* **WORK INSTRUCTION**
Look for the word "canvas" in the records, and copy each line where it appears.

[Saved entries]

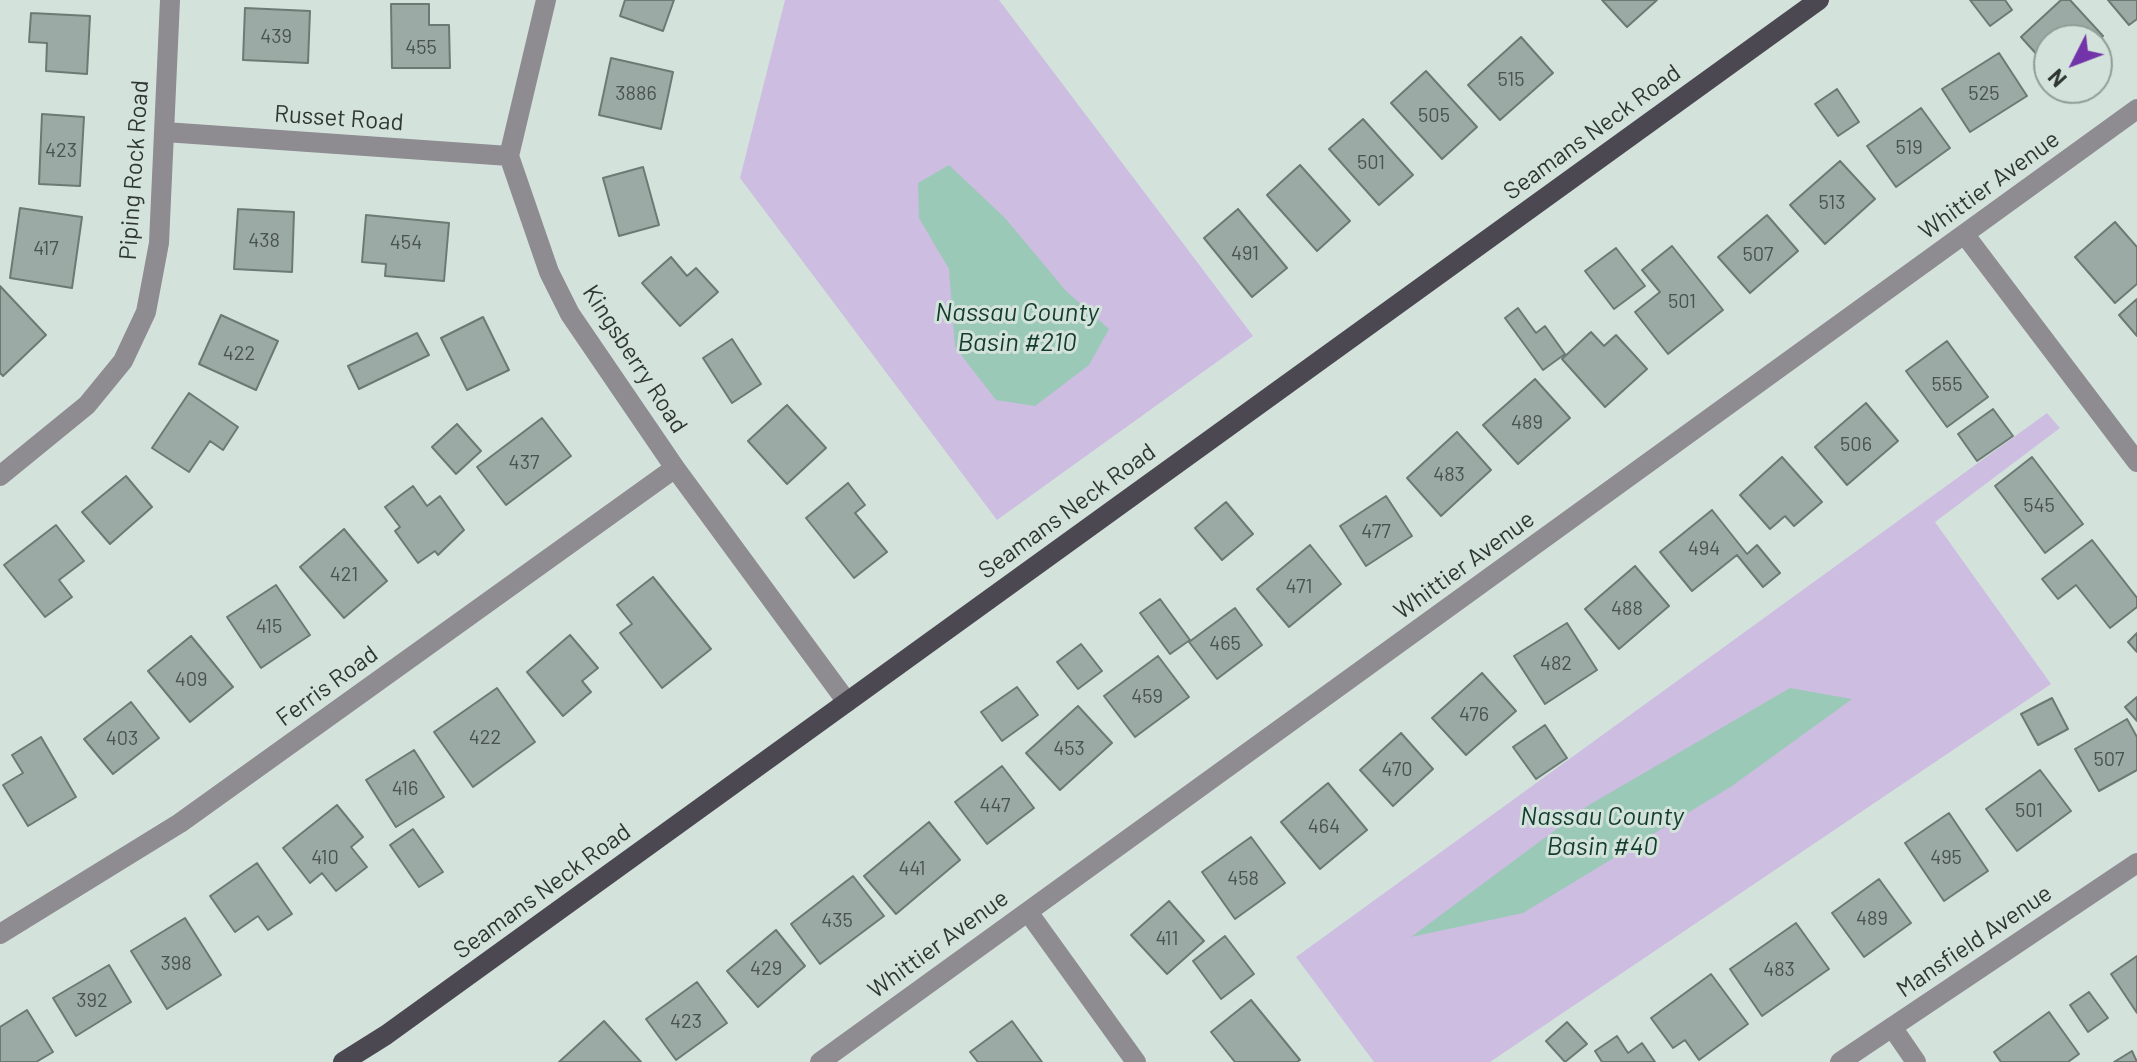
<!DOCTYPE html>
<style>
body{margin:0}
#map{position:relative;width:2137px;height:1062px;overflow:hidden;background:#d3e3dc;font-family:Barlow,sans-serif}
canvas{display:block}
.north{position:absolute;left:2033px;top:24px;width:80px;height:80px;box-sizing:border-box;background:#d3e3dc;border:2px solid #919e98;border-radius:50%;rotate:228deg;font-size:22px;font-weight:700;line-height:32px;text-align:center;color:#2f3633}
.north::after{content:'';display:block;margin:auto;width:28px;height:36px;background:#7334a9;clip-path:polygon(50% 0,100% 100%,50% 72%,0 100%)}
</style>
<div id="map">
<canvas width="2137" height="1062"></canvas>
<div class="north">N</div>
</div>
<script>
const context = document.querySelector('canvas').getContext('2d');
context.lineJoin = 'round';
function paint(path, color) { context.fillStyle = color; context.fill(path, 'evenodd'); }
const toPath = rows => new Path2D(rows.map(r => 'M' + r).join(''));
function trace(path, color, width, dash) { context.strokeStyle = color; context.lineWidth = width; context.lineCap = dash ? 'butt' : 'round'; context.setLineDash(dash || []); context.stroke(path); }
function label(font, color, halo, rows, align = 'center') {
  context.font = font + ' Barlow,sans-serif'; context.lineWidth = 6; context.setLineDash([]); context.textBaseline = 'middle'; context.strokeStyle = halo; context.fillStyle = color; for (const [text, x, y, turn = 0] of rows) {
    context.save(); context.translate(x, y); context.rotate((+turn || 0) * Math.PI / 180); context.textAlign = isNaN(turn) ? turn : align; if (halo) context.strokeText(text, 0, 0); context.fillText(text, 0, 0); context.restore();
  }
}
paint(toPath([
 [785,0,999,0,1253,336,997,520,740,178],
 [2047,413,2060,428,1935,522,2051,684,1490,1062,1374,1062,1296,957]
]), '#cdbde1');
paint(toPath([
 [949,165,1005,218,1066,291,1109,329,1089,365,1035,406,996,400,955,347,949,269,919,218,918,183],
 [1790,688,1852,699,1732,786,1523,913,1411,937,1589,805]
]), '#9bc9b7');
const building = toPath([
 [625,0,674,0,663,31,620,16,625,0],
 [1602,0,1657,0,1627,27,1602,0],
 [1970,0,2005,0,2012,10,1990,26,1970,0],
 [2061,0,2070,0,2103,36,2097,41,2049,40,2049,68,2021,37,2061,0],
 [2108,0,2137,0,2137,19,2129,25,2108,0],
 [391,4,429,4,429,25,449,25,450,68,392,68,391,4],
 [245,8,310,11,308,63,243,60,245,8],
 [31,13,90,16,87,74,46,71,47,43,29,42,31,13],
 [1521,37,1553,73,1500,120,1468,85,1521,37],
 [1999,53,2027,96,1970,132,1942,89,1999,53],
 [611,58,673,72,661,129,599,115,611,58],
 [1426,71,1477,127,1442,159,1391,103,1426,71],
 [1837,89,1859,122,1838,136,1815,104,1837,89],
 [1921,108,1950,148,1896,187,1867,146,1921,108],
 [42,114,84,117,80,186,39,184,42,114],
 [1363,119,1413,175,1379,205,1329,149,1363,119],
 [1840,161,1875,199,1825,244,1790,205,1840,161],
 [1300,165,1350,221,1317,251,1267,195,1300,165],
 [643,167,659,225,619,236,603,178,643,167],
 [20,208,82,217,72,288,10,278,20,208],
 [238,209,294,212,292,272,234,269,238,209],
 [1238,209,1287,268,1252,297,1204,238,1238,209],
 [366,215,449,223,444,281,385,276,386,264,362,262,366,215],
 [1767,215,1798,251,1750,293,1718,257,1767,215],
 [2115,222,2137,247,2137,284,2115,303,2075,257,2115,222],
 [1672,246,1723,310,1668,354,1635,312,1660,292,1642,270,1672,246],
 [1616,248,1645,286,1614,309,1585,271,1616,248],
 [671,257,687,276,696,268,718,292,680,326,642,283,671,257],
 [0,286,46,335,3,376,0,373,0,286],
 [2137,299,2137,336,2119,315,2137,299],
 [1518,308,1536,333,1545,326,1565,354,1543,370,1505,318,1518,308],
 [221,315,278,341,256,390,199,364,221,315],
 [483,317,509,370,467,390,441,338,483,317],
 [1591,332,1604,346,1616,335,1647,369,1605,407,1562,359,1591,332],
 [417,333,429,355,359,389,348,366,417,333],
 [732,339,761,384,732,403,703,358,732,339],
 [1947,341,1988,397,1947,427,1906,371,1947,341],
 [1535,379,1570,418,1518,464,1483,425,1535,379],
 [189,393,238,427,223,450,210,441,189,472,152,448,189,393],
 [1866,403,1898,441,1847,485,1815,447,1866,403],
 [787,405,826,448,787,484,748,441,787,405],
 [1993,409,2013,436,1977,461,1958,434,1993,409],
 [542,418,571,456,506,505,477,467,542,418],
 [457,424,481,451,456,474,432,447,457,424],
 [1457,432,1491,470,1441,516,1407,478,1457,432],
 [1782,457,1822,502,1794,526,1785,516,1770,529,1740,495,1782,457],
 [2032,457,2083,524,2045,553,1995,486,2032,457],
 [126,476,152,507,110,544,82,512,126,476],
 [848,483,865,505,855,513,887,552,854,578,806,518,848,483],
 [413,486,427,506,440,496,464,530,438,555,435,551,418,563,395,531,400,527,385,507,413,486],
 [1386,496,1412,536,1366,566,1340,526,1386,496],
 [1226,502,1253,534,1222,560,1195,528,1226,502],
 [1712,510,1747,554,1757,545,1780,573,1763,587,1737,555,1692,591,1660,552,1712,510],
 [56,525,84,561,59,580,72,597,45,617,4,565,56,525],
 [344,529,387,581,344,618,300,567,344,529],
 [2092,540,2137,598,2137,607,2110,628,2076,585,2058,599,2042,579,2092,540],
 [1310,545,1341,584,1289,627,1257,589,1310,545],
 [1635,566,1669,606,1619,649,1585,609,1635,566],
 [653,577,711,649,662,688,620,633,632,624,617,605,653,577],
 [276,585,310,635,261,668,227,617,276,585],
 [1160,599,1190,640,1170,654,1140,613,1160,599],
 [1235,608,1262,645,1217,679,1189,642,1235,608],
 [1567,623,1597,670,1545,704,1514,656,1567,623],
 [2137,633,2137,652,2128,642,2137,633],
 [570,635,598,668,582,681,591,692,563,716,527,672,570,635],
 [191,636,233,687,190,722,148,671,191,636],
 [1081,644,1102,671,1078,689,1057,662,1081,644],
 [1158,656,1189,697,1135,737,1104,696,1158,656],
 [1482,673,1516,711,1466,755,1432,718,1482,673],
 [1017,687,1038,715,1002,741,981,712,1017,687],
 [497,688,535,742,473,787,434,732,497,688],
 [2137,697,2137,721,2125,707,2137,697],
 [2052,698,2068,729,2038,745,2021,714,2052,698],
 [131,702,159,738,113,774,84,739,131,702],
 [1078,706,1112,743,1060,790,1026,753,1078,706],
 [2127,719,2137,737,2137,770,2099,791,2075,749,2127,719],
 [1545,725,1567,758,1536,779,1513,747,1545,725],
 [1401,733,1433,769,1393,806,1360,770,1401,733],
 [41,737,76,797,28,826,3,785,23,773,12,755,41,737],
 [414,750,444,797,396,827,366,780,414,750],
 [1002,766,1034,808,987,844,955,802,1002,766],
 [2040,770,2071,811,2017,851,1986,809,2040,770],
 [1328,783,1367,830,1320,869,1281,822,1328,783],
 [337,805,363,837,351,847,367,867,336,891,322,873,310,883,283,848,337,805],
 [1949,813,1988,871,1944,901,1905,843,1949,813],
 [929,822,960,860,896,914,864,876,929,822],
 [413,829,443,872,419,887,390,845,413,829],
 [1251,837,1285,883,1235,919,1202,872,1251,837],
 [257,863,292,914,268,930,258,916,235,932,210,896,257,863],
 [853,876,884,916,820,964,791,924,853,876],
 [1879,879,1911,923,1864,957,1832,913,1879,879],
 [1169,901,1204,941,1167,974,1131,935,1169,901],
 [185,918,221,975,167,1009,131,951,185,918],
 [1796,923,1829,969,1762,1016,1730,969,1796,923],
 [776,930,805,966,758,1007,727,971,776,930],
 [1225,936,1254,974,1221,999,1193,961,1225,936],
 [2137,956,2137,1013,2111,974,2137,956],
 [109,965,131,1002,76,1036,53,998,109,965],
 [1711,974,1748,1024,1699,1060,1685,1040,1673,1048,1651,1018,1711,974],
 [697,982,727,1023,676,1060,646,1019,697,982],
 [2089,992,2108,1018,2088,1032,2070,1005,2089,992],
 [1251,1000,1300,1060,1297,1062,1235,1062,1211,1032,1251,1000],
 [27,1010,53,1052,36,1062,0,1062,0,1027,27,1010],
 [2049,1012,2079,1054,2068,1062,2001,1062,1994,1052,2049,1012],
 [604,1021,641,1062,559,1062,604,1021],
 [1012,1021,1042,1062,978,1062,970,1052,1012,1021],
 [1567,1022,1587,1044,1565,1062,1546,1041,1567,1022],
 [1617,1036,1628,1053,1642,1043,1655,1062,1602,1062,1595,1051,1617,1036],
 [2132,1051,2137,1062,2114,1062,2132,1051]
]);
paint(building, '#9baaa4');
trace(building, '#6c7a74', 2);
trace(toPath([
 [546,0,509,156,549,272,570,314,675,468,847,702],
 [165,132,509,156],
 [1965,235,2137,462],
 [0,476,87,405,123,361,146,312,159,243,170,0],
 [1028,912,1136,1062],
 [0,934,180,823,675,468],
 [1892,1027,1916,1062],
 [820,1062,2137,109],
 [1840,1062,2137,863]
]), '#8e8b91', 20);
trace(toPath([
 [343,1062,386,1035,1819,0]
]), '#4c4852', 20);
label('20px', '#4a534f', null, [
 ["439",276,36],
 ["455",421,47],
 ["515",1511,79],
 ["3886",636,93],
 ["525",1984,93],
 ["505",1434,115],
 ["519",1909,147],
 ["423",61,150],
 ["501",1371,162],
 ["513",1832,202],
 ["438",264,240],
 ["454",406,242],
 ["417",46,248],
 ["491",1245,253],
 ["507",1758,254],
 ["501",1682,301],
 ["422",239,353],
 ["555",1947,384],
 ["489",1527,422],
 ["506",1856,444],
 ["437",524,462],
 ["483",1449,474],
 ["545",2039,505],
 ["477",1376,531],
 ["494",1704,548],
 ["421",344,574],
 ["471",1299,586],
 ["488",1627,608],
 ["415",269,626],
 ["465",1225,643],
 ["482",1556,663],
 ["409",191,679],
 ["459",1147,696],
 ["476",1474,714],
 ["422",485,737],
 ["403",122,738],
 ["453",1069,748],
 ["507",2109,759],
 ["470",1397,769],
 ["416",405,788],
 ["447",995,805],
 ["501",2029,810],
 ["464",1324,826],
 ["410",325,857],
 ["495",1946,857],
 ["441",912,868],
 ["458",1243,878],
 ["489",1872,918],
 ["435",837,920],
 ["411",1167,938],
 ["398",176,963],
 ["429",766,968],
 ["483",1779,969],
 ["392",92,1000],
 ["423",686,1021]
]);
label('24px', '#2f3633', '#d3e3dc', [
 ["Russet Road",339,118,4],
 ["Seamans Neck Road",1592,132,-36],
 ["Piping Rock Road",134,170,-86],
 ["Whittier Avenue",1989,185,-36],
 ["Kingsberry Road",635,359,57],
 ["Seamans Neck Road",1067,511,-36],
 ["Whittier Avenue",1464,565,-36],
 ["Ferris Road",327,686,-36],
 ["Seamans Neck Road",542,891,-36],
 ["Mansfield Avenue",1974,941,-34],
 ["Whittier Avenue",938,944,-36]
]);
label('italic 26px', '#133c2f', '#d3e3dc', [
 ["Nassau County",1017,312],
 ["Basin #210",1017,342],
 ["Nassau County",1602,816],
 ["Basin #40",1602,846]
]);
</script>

* **SOLUTION BELOW**
canvas{display:block}
<canvas width="2137" height="1062"></canvas>
const context = document.querySelector('canvas').getContext('2d');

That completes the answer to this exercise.